What is being asked: Across the records below, report how many lines include the word "stdDeviation", stating the number alone.

***

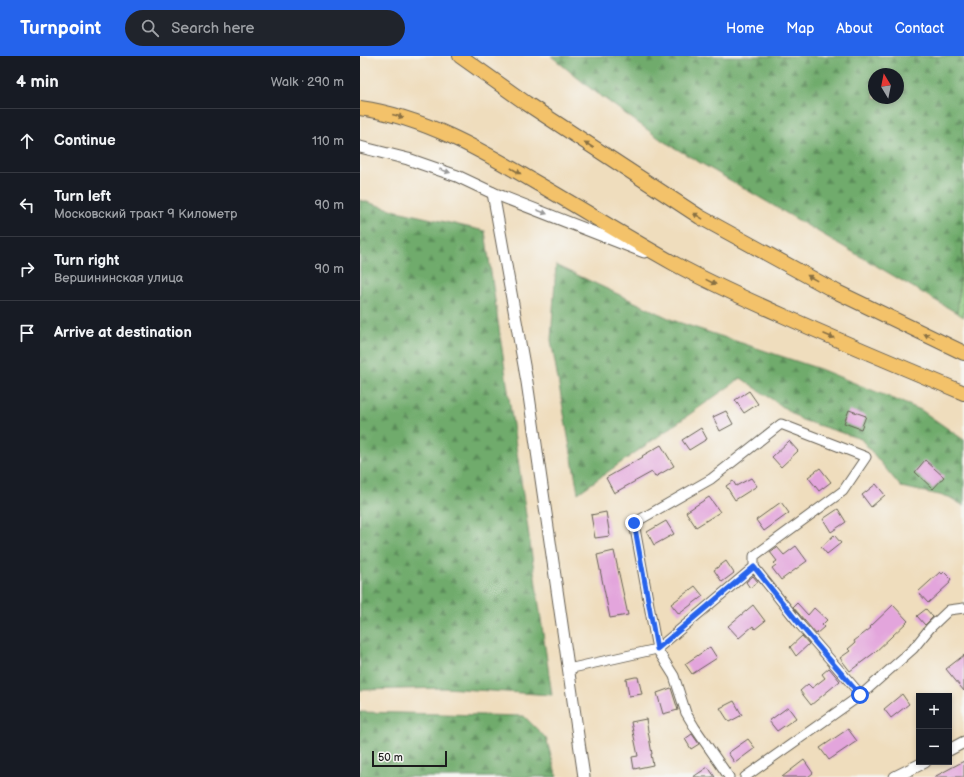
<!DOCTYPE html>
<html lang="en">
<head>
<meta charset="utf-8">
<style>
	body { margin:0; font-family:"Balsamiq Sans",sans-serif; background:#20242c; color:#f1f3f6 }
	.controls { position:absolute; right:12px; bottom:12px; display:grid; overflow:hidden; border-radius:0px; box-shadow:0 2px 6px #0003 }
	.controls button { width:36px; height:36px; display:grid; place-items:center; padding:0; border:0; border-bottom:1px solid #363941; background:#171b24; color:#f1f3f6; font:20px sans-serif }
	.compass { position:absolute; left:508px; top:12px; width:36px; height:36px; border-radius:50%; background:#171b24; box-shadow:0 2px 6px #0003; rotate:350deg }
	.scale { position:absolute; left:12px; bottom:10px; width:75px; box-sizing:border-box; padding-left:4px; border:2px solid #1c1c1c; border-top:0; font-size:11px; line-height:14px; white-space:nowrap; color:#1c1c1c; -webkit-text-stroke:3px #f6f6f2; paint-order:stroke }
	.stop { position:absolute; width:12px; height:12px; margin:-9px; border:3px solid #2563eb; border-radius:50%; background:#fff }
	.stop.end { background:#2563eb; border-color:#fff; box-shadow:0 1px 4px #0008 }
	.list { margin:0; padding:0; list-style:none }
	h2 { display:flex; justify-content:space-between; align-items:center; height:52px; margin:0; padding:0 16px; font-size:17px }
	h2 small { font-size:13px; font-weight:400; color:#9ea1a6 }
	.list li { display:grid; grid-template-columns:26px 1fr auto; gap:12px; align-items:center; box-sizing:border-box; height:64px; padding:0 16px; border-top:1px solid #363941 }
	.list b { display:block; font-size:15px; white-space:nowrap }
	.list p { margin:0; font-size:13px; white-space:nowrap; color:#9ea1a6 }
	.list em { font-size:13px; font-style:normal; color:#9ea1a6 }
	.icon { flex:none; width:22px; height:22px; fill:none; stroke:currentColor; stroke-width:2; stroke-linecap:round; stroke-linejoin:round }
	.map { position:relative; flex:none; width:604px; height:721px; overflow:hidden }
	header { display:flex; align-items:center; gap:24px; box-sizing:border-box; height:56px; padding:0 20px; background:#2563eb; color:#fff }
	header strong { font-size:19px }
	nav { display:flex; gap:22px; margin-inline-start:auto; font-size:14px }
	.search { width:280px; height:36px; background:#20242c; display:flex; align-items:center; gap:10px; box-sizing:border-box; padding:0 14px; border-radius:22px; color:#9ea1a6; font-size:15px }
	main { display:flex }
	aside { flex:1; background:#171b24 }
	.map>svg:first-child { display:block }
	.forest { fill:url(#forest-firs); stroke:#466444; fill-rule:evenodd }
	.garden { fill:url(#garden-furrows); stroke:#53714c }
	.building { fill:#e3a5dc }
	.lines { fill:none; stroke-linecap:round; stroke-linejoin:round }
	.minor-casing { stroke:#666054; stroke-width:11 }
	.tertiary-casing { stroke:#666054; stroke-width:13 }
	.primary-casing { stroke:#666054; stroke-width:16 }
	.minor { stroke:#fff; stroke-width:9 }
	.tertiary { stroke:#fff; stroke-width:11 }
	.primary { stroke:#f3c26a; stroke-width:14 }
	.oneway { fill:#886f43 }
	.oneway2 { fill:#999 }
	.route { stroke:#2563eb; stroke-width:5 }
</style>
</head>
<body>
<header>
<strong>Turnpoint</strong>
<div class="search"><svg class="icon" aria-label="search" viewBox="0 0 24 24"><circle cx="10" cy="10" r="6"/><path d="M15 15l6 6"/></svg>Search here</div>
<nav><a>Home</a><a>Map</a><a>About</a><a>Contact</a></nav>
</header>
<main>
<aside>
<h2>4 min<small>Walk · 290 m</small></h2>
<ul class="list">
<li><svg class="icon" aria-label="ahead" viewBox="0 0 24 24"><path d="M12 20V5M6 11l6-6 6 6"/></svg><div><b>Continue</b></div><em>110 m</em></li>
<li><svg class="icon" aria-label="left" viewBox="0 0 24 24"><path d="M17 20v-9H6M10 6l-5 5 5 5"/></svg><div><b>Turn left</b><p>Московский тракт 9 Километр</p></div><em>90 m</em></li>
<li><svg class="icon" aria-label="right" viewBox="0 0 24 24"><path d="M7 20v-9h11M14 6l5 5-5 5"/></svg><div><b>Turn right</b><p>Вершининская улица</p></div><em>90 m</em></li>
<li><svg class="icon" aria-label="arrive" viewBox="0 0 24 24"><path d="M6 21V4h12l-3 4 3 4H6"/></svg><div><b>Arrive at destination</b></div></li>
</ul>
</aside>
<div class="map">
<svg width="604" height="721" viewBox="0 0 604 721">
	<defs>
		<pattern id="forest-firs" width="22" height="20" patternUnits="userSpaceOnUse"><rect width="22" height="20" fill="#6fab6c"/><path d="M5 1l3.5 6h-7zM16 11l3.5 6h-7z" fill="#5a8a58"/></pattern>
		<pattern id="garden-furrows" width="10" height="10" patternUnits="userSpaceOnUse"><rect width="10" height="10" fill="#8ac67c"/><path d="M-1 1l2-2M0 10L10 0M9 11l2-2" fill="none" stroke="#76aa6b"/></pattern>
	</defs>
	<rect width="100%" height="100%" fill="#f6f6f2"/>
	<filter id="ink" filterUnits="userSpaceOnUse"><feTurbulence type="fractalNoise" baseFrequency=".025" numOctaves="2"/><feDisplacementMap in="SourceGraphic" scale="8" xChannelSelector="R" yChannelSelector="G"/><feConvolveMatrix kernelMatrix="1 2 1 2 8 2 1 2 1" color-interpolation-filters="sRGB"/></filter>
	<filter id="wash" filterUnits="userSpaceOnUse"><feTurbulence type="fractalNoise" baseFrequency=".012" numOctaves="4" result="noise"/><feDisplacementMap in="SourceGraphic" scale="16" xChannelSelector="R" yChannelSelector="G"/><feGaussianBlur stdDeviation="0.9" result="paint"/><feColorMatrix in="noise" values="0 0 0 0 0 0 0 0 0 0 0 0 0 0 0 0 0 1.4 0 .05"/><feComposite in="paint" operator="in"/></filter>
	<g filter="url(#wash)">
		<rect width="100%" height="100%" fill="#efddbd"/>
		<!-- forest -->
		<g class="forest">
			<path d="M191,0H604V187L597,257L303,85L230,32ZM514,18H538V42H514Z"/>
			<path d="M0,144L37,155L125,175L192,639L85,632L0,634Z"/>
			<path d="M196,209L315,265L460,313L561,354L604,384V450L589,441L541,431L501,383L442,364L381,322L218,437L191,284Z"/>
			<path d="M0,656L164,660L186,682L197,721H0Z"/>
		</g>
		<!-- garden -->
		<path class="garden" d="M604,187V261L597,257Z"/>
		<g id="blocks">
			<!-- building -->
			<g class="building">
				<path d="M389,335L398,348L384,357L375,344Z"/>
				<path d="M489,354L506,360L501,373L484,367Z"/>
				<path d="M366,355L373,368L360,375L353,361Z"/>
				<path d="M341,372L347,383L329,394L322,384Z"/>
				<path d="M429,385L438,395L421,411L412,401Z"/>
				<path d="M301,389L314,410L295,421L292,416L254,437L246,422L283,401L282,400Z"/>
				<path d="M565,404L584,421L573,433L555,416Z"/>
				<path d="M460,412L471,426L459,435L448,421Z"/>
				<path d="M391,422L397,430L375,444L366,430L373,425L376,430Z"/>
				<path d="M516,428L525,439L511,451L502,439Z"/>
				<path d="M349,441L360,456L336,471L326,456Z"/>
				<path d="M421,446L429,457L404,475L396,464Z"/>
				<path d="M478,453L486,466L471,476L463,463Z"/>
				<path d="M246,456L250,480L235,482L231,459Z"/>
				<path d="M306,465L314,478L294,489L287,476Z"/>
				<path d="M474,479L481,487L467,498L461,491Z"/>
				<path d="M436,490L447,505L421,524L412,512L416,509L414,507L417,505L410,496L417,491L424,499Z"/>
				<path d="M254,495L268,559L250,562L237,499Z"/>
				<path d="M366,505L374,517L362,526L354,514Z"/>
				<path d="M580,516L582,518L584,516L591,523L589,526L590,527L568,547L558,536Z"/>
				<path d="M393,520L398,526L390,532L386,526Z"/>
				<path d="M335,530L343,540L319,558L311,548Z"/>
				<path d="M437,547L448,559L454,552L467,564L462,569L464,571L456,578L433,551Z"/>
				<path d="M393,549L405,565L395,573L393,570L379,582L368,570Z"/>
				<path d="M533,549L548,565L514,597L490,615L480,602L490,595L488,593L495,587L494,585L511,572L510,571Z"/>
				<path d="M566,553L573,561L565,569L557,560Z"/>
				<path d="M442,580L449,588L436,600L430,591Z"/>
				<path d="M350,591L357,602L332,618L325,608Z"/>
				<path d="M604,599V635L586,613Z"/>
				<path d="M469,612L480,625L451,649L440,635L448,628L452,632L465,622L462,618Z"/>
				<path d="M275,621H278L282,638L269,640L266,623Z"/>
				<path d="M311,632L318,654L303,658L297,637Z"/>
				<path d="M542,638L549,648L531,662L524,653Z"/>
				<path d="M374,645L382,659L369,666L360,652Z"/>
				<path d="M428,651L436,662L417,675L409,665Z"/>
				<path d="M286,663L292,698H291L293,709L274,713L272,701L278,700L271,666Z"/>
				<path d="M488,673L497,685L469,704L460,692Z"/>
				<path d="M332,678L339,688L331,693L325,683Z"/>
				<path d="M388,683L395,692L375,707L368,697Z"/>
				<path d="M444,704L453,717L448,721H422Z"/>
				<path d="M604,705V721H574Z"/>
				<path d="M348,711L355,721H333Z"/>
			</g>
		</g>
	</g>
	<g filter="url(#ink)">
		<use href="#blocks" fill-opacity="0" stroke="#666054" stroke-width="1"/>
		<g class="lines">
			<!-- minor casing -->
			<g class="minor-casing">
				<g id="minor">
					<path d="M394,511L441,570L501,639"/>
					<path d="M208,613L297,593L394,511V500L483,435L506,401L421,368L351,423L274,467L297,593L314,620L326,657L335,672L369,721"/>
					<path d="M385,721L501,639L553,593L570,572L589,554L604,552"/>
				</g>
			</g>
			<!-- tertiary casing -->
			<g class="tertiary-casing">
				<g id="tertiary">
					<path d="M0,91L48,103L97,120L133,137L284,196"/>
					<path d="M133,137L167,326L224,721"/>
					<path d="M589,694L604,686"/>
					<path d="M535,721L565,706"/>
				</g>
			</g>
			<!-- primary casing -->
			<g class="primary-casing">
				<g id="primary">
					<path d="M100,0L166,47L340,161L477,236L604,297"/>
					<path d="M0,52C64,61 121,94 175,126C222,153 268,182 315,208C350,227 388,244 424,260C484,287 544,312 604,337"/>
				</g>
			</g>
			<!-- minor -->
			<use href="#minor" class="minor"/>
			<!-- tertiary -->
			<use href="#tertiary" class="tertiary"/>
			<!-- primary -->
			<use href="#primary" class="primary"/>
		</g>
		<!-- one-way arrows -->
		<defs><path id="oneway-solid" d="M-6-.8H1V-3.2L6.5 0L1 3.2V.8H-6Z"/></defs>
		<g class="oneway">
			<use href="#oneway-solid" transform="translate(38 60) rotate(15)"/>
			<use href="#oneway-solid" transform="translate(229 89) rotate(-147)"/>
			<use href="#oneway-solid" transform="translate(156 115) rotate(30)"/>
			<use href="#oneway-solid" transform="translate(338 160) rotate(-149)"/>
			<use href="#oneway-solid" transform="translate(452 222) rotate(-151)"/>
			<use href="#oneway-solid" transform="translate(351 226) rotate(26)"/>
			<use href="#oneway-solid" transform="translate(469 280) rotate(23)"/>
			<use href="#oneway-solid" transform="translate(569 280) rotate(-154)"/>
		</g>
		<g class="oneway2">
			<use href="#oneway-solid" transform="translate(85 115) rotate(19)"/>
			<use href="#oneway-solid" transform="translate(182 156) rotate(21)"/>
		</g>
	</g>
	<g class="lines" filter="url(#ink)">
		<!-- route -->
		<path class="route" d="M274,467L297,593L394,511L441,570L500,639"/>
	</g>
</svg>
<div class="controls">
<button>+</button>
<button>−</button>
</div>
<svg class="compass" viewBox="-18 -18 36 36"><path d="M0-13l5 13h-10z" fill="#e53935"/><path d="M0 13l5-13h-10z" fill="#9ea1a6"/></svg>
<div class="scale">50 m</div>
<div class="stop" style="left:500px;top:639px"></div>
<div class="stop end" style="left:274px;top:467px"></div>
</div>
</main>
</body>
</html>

***

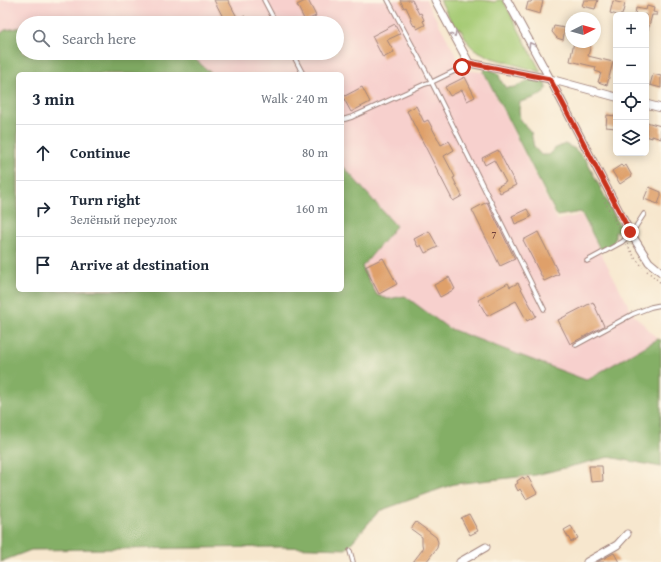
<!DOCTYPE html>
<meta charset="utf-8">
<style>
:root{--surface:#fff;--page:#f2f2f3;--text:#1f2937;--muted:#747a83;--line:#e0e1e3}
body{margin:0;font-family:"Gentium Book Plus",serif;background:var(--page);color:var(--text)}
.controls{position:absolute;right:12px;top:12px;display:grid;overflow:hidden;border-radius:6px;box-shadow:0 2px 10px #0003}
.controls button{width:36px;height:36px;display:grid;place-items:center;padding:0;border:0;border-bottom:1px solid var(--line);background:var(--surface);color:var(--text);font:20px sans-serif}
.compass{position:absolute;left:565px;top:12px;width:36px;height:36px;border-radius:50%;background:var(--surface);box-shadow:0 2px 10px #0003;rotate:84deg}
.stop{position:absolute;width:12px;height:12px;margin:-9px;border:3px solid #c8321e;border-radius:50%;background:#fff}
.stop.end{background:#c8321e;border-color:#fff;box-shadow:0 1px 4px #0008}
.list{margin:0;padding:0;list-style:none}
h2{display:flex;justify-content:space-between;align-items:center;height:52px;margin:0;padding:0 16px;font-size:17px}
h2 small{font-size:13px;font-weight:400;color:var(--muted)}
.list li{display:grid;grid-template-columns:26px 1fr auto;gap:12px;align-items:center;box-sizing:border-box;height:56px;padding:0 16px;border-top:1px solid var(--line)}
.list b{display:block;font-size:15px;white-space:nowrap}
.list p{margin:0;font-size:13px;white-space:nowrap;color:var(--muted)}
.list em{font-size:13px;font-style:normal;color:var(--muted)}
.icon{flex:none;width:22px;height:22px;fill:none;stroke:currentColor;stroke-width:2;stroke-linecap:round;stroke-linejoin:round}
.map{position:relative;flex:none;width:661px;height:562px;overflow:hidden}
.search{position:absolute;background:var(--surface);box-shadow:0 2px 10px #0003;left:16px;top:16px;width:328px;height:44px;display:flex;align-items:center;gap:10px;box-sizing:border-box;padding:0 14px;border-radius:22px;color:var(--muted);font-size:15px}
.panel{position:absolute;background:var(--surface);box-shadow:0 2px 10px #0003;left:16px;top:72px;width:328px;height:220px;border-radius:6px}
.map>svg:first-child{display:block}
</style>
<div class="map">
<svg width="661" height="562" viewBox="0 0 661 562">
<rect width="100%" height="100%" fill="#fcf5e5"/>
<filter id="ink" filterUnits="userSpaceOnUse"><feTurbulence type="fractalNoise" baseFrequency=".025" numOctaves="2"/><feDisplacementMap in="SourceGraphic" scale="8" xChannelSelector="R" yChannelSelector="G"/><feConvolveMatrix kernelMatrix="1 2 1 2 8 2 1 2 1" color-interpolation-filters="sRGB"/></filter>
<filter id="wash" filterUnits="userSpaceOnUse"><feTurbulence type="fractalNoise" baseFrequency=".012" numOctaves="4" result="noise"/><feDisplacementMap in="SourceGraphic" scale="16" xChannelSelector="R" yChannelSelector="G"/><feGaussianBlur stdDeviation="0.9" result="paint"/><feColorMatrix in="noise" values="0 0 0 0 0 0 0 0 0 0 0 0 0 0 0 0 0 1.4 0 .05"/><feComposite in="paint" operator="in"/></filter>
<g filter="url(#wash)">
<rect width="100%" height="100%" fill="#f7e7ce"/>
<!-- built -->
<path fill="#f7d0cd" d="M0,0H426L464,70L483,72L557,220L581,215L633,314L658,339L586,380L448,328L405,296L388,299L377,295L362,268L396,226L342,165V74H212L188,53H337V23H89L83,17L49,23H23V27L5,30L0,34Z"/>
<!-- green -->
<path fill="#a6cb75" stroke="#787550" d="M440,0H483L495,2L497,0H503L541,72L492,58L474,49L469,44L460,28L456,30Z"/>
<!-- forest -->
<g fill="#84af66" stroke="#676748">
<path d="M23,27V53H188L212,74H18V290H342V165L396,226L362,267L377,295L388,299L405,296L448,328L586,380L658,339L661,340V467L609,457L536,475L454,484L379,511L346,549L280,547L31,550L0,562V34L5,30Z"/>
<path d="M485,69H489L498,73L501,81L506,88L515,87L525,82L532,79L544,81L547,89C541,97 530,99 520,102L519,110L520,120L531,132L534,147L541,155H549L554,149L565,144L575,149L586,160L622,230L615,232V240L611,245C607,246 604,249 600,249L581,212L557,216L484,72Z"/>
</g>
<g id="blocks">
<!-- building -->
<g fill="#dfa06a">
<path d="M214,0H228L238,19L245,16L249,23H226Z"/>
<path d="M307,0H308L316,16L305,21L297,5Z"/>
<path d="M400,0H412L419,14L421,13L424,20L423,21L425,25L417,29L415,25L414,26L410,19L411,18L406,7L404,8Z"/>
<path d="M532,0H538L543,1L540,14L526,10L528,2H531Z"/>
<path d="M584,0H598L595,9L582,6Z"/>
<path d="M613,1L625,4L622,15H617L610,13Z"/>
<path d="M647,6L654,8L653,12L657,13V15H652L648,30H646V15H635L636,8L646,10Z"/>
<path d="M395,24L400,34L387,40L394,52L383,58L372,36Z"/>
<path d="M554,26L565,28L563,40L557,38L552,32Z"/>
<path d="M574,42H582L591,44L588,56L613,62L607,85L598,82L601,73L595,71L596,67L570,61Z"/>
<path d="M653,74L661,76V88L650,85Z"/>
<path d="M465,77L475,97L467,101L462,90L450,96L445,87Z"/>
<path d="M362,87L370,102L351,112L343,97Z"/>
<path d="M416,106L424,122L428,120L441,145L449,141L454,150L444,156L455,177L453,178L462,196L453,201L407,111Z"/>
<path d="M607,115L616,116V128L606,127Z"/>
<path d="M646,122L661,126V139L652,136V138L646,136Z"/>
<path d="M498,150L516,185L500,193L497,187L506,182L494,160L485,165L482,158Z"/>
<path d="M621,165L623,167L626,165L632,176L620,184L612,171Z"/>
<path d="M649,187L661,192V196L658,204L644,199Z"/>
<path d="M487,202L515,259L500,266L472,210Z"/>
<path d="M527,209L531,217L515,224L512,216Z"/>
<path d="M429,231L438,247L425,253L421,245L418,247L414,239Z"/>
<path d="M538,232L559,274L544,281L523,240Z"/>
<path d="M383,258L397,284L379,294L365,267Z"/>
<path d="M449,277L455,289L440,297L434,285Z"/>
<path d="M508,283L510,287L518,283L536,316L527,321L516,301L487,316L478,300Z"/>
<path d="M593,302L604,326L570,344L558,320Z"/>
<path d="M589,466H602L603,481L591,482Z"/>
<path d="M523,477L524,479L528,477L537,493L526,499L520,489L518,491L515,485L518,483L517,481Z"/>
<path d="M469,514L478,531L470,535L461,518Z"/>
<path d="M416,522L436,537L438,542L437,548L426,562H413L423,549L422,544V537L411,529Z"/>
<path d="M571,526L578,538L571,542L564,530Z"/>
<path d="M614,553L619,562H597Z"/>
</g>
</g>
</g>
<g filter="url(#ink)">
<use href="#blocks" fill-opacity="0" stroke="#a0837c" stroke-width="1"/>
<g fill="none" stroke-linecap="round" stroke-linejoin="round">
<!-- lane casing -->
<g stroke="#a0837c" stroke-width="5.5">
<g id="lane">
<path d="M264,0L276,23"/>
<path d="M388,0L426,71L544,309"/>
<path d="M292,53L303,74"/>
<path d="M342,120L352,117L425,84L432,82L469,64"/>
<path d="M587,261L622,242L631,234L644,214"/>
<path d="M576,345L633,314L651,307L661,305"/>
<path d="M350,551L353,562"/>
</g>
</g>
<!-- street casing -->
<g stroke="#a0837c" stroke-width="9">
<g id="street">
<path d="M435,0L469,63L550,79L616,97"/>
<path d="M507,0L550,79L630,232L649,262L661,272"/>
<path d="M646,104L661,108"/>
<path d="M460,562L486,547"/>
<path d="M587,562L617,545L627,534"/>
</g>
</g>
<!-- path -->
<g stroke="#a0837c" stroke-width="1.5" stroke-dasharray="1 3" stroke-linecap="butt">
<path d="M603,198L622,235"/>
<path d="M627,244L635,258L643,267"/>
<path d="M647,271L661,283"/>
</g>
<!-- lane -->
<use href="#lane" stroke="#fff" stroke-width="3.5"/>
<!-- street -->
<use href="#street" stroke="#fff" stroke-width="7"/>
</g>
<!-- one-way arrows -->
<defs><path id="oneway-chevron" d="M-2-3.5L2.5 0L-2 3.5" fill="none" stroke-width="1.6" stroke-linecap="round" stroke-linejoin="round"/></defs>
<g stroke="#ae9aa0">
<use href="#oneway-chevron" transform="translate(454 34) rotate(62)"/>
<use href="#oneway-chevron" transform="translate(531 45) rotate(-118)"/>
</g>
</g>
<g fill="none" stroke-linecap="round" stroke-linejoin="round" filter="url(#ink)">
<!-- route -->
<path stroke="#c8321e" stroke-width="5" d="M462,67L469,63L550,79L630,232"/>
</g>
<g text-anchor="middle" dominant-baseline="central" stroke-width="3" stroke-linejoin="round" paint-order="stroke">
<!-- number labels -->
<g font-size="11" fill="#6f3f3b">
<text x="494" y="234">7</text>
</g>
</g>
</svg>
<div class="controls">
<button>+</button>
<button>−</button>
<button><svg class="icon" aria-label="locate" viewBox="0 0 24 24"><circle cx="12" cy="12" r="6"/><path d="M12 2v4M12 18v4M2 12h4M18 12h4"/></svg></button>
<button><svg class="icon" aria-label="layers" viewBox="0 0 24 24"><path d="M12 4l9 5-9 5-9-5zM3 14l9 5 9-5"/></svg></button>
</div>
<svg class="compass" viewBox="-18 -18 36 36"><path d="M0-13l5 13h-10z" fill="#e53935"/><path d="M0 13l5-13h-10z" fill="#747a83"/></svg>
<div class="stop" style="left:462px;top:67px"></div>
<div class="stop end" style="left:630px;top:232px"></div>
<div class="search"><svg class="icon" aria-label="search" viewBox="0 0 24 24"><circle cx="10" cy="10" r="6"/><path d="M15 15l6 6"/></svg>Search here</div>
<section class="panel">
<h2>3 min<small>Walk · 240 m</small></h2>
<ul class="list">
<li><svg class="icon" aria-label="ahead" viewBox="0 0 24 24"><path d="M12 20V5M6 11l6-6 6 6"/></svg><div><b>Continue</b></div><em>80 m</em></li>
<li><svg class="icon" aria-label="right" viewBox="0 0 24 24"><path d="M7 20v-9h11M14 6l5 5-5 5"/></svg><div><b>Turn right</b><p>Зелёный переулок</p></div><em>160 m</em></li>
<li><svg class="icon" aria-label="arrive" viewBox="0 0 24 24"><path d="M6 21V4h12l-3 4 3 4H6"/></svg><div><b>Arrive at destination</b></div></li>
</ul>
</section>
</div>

***

Result of the exercise: 2